FIG. 2 is an electrical block diagram showing engine analyzer 10 of the present invention. Operation of engine analyzer 10 is controlled by microprocessor 48, which communicates with the various subsystems of engine analyzer 10 by means of master bus 58. In the preferred embodiments of the present invention, master bus 50 is made up of fifty-six lines, which form a data bus, an address bus, a control bus, and a power bus.
Timing light 20, HT probe 24, No. 1 probe 28, Engine Ground connector 32, Points connector 36, Coil connector 40, Battery connector 44, and vacuum transducer 46 interface with the electrical system of engine analyzer 10 through engine analyzer module 52. Engine analyzer module 52 includes a digital section 52B and an analog section 52B. Input signal processing is performed in the analog section, and the input analog waveforms received are converted to digitized waveforms in the form of digital data. The digital section of engine analyzer module 52 interfaces with master bus 50.
Control of the engine analyzer system 10 by microprocessor 48 is based upon a stored program in engine analyzer module 52 and a stored program in executive and display program memory 54 (which interfaces with master bus 50). Digitized waveforms produced, for example, by engine analyzer module 52 are stored in data memory 56. The transfer of digitized waveforms from engine analyzer module 52 to data memory 56 is provided by direct memory access (DMA) controller 58. When engine analyzer module 52 provides a DMA Request signal on master bus 50, DMA controller 58 takes control of master bus 50 and transfers the digitized waveform data from engine analyzer module 52 directly to data memory 56. As soon as the data has been transferred, DMA controller 58 permits microprocessor 48 to again take control of master bus 50. As a result, the system of the present invention, as shown in FIG. 2, achieves storage of digitized waveforms in data memory 56 without requiring an inordinate amount of time of microprocessor 48 to accomplish the data transfer.
User interface 16 interfaces with master bus 50 and permits the operator to enter data and select particular tests or particular waveforms to be displayed. When the operator selects a particular waveform by means of user interface 16, microprocessor 38 retrieves the stored digitized waveform from data memory 56, converts the digitized waveform into the necessary digital display data to reproduce the waveform on raster scan display 14, and transfers that digital display data to display memory 60. As long as the digital display data is retained by display memory 60, raster scan display 14 continues to display the same waveform.

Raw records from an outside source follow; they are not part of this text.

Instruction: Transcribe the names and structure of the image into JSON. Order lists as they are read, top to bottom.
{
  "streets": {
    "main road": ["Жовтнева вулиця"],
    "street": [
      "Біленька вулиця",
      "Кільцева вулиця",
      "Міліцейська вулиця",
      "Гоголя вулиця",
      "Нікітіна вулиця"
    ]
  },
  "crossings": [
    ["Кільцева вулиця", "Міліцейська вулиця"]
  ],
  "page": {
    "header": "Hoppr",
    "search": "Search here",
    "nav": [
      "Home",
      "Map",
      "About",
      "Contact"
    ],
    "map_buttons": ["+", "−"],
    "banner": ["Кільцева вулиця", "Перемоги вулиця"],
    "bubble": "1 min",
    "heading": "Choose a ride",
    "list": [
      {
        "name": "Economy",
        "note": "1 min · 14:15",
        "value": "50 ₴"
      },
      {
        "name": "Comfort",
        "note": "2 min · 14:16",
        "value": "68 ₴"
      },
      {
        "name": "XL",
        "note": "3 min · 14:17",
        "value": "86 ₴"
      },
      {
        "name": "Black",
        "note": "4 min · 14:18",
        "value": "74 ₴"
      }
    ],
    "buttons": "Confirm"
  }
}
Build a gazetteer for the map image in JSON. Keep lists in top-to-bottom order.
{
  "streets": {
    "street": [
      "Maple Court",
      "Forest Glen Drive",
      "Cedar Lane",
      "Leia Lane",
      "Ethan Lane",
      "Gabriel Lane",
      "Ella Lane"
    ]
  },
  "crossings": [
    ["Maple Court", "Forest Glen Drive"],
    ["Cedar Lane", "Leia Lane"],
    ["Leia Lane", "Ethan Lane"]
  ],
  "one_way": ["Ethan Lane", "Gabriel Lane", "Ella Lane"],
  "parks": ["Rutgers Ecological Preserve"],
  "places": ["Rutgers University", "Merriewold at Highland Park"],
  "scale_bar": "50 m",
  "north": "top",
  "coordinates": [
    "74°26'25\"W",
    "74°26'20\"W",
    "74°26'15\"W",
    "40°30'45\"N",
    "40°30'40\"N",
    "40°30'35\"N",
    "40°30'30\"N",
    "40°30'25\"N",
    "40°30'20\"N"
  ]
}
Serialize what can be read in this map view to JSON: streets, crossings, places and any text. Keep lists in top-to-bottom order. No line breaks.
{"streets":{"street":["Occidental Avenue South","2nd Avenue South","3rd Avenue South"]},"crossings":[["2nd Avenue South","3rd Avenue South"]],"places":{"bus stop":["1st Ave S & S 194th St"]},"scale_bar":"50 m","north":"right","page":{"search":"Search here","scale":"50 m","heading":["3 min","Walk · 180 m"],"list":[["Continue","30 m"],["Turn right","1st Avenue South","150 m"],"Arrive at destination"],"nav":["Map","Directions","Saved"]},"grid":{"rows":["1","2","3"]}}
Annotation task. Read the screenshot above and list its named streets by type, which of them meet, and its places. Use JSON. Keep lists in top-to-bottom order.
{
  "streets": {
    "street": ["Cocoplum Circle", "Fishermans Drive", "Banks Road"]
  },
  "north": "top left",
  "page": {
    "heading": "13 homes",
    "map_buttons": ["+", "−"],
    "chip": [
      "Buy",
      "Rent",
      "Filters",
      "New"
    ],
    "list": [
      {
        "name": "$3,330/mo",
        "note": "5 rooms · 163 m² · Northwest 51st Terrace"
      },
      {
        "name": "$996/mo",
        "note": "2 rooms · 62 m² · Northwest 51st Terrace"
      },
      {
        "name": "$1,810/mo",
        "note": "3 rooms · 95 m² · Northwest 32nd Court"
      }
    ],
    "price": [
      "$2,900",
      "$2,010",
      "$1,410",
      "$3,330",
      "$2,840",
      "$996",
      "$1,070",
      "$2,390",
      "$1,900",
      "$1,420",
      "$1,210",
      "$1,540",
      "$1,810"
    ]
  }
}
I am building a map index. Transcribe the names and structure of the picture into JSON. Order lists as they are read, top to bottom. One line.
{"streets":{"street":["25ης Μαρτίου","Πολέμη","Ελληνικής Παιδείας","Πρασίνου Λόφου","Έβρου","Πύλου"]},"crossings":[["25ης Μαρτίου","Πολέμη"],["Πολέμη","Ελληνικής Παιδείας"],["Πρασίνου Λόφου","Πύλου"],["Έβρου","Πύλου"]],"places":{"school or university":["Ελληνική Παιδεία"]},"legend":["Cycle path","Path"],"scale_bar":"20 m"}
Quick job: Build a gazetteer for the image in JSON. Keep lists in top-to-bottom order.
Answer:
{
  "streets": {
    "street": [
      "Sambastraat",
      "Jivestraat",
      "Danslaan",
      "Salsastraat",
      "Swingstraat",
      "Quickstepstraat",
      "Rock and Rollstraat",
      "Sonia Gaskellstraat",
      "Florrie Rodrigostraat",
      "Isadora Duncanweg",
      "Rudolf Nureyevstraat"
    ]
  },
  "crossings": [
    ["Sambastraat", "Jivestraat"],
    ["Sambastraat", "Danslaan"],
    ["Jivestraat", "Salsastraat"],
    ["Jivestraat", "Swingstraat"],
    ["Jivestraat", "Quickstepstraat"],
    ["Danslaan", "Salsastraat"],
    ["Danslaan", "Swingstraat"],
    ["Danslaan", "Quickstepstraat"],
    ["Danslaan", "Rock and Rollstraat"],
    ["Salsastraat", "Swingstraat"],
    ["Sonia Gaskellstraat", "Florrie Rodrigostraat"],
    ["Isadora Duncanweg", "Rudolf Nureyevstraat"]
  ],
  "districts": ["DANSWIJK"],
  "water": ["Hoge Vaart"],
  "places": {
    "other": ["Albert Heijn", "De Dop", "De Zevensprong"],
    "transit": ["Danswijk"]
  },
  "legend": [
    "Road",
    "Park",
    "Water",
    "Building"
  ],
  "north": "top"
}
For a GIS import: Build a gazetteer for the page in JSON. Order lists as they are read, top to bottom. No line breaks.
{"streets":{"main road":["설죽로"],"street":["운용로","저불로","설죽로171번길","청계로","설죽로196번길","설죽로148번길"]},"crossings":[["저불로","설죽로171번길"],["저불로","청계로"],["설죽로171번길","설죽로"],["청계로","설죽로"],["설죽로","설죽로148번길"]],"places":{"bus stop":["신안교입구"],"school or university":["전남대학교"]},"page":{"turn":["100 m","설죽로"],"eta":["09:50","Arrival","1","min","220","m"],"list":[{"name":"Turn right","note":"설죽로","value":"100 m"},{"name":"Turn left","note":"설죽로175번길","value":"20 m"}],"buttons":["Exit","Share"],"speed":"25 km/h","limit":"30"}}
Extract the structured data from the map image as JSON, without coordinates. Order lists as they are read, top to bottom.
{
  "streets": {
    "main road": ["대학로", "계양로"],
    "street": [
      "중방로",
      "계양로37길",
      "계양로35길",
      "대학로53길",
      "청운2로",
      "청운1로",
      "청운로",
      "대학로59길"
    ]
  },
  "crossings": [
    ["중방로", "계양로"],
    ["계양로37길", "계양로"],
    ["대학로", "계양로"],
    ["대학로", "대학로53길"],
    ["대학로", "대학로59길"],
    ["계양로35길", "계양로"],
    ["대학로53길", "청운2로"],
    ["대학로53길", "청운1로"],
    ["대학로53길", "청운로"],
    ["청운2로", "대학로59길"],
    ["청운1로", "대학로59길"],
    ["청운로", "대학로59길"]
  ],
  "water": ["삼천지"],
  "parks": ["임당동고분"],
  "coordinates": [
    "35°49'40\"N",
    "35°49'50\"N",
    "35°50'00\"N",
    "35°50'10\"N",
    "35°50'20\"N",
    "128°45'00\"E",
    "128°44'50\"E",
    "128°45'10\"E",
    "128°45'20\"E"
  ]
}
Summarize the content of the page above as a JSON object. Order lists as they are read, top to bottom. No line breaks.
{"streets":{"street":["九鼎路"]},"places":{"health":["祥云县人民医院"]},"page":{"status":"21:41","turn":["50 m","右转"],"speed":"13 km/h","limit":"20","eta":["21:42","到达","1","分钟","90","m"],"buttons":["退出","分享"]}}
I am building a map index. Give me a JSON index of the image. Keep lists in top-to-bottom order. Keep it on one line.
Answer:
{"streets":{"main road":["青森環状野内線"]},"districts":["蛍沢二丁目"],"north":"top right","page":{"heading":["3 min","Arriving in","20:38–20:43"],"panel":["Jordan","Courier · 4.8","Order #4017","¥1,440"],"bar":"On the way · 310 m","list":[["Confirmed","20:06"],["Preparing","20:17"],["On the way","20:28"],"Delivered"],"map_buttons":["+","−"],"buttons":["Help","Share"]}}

Display memory 60 contains one bit for each picture element (pixel) that can be displayed on raster scan display 14. Each bit corresponds to a dot on the screen of raster scan display 14. In preferred embodiments of the present invention, the digitized waveform stored in data memory 56 represents individually sampled points on the waveform. Executive and display program memory 54 includes a stored display program which permits microprocessor 48 to "connect the dots" represented by the individual sampled points of the digitized waveform, so that the waveform displayed by raster scan display 14 is a reconstructed simulated waveform which has the appearance of a continuous analog waveform, rather than simply a series of individual dots. Microprocessor 48 determines the coordinates of the dot representing one digitized sampled point on the digitized waveform, determines the coordinates of the next dot, and then fills in the space between the two dots with additional intermediate dots to give the appearance of a continuous waveform. The digital display data stored in display memory 60, therefore, includes bits corresponding to the individual sampled points on the waveform which had been stored by data memory 56, plus bits corresponding to the intermediate dots between these individual sampled points.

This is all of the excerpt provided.